L’eleganza contemporanea di una suite dell’esclusivo Rosapetra Resort.
La luce tre volte preziosa di un trilogy appoggiato su un autentico fiore di montagna delle tante varietà sapientemente coniugate dalla maestria di Claudia Ampezzan.
Il bagliore di un paio di Romy in glitter che degrada dal fumé della legna al bianco della neve firmate Jimmy Choo. Il piacere di avvolgerle in un morbido visone.
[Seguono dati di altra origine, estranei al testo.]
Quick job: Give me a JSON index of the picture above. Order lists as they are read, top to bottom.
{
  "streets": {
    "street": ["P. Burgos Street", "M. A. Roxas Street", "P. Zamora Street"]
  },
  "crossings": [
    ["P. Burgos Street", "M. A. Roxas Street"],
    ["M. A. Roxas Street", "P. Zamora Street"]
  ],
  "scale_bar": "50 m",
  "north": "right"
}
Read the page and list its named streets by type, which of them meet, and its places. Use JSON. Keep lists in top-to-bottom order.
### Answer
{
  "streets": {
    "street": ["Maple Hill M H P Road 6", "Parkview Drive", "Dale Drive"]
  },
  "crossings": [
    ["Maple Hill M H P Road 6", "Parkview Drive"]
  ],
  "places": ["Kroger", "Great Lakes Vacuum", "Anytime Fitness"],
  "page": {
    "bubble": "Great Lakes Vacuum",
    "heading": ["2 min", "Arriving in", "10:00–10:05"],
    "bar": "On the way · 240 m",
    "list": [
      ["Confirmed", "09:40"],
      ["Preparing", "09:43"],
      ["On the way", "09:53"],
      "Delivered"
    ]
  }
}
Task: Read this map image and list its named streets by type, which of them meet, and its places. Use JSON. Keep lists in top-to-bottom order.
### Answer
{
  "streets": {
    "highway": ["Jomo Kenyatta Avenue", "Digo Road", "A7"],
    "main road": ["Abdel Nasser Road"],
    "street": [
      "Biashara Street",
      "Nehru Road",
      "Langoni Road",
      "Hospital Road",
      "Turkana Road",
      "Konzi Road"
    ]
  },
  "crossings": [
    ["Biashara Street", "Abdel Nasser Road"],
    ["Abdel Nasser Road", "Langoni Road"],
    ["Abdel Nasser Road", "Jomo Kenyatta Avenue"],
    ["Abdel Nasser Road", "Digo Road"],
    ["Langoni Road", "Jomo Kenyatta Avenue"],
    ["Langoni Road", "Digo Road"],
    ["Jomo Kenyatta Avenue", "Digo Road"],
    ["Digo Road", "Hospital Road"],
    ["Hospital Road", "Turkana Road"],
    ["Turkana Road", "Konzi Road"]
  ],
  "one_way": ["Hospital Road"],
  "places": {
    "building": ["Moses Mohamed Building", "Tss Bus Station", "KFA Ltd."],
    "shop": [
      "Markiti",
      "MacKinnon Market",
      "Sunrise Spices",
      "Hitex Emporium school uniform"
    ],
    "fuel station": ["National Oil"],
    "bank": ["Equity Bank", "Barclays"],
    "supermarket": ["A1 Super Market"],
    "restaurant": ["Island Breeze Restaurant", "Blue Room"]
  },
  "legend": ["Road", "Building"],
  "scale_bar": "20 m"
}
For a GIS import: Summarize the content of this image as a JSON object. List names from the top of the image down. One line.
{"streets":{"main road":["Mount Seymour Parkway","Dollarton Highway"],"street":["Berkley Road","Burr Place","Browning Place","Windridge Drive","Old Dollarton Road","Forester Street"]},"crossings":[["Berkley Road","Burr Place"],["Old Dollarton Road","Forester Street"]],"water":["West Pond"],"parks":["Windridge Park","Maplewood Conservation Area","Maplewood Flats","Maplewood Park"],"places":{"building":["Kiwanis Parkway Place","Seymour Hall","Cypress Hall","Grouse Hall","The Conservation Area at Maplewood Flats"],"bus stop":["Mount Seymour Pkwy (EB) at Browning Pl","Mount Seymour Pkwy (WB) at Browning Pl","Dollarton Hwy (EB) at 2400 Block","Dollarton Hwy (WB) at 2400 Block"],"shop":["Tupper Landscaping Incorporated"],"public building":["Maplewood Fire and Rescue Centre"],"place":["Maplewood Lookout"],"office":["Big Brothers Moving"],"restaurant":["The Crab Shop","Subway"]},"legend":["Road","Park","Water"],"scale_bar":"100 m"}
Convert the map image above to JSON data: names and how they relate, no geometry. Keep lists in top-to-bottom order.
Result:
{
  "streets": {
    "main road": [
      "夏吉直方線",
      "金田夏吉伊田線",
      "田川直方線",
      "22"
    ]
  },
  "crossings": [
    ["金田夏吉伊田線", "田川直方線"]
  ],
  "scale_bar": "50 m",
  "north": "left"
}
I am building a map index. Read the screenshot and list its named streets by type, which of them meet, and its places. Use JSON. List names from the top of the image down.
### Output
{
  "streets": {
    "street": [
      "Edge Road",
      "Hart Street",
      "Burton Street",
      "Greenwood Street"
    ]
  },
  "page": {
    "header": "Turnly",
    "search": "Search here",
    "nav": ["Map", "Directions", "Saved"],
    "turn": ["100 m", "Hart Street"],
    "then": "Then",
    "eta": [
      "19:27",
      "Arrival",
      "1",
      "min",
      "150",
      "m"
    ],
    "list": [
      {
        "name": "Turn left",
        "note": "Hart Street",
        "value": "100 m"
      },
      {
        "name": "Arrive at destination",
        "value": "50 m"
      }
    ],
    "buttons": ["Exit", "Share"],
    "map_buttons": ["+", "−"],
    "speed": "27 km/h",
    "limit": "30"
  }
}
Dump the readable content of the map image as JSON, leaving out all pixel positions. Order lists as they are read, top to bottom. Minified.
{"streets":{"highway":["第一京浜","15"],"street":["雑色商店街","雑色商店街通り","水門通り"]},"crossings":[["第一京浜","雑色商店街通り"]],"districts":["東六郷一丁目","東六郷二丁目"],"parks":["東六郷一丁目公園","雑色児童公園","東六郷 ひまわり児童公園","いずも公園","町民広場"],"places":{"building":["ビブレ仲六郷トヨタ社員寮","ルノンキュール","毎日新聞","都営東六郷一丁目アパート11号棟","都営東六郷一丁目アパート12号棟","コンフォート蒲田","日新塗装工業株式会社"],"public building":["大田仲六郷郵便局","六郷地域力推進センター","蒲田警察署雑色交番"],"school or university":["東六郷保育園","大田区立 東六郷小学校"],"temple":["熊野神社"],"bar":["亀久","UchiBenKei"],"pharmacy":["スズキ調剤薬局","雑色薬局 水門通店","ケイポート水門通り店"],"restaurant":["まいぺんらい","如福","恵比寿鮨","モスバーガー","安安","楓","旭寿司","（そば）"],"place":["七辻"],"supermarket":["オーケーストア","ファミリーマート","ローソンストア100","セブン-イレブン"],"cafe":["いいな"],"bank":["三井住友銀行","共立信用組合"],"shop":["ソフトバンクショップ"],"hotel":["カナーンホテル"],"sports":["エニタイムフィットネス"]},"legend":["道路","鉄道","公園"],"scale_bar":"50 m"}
L’intimità della chiesetta di Cadin di Sotto, quella Madonna della Salute che domina il paese da uno dei suoi Sestieri più autentici.
La sofisticata compostezza di una sposa cui non manca nulla ed in cui eppure tutto è equilibrato … mai esibito o urlato … così perfetto da farla sembrare uscita da una di quelle copertine che però non hanno l’intimità autentica che invece ha animato il suo, di matrimonio.
La fortuna di poter lavorare come fotografa di matrimonio a Cortina d’Ampezzo. La pace dei sensi che raggiungo ogni volta che torno in quel luogo cui tanti meravigliosi ricordi della mia vita sono legati.
La bontà delle cose di montagna — selvagge, libere, vere. L’enrosadira che è in te come uno stato d’animo ed un modo di sentire anche quando tu non sei lì ad ammirarla. L’atmosfera genuina della Malga Pezié de Parù, avvolta da massicci spettacolari che tutto il mondo ci invidia e gestita sapientemente per soddisfare la voglia semplice, quasi primitiva, e per questo irrinunciabile di mangiar bene stando insieme.
Il richiamo della roccia ad avvicinarla, a conoscerla, a conquistarla. Il respiro ampio, profondo, benefico che dagli occhi mentre mi osservo intorno si effonde in tutta me.
Tutto questo molto di più mi torna alla mente, mentre rivedo le foto di questo matrimonio a Cortina che è come una metafora della vita.
Perché dopo la scalata più ardua … si ha sempre la vista più bella.